• _What the task requires_:
All of the data that follows should be written out exactly.

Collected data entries
◆ ◆ ◆ ◆ ◆

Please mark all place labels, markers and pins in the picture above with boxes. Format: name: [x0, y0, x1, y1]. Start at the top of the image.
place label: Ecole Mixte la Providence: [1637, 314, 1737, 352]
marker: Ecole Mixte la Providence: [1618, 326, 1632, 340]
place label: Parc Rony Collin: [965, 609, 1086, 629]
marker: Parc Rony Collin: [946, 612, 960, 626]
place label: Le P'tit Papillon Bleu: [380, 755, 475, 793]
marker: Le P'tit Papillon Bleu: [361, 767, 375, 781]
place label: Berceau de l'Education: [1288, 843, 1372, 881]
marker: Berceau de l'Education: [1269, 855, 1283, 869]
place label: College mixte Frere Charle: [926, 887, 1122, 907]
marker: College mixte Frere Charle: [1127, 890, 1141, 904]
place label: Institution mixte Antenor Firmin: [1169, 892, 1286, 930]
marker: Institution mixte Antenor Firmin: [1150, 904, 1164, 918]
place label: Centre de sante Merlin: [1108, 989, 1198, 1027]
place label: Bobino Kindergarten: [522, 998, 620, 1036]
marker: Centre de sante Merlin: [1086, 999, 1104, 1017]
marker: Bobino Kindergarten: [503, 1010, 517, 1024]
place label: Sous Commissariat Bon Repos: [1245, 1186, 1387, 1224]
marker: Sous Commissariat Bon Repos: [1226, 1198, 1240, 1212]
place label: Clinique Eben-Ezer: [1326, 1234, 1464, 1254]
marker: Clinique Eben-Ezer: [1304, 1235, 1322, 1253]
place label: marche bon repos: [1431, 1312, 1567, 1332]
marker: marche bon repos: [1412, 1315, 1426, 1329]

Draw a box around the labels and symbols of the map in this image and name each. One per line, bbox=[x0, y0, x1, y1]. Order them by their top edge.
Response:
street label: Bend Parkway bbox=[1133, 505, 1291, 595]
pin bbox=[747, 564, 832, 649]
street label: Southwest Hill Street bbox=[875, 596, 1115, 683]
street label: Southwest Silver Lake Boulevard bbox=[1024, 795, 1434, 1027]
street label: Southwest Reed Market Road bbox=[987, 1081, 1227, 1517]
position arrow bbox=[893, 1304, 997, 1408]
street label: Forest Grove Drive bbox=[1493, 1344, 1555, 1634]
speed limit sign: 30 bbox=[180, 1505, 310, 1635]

◆ ◆ ◆ ◆ ◆

• _Answer space_:
Please mark all place labels, markers and pins in the picture above with boxes. Format: name: [x0, y0, x1, y1]. Start at the top of the image.
place label: Ecole Mixte la Providence: [1637, 314, 1737, 352]
marker: Ecole Mixte la Providence: [1618, 326, 1632, 340]
place label: Parc Rony Collin: [965, 609, 1086, 629]
marker: Parc Rony Collin: [946, 612, 960, 626]
place label: Le P'tit Papillon Bleu: [380, 755, 475, 793]
marker: Le P'tit Papillon Bleu: [361, 767, 375, 781]
place label: Berceau de l'Education: [1288, 843, 1372, 881]
marker: Berceau de l'Education: [1269, 855, 1283, 869]
place label: College mixte Frere Charle: [926, 887, 1122, 907]
marker: College mixte Frere Charle: [1127, 890, 1141, 904]
place label: Institution mixte Antenor Firmin: [1169, 892, 1286, 930]
marker: Institution mixte Antenor Firmin: [1150, 904, 1164, 918]
place label: Centre de sante Merlin: [1108, 989, 1198, 1027]
place label: Bobino Kindergarten: [522, 998, 620, 1036]
marker: Centre de sante Merlin: [1086, 999, 1104, 1017]
marker: Bobino Kindergarten: [503, 1010, 517, 1024]
place label: Sous Commissariat Bon Repos: [1245, 1186, 1387, 1224]
marker: Sous Commissariat Bon Repos: [1226, 1198, 1240, 1212]
place label: Clinique Eben-Ezer: [1326, 1234, 1464, 1254]
marker: Clinique Eben-Ezer: [1304, 1235, 1322, 1253]
place label: marche bon repos: [1431, 1312, 1567, 1332]
marker: marche bon repos: [1412, 1315, 1426, 1329]

Draw a box around the labels and symbols of the map in this image and name each. One per line, bbox=[x0, y0, x1, y1]. Order them by their top edge.
Response:
street label: Bend Parkway bbox=[1133, 505, 1291, 595]
pin bbox=[747, 564, 832, 649]
street label: Southwest Hill Street bbox=[875, 596, 1115, 683]
street label: Southwest Silver Lake Boulevard bbox=[1024, 795, 1434, 1027]
street label: Southwest Reed Market Road bbox=[987, 1081, 1227, 1517]
position arrow bbox=[893, 1304, 997, 1408]
street label: Forest Grove Drive bbox=[1493, 1344, 1555, 1634]
speed limit sign: 30 bbox=[180, 1505, 310, 1635]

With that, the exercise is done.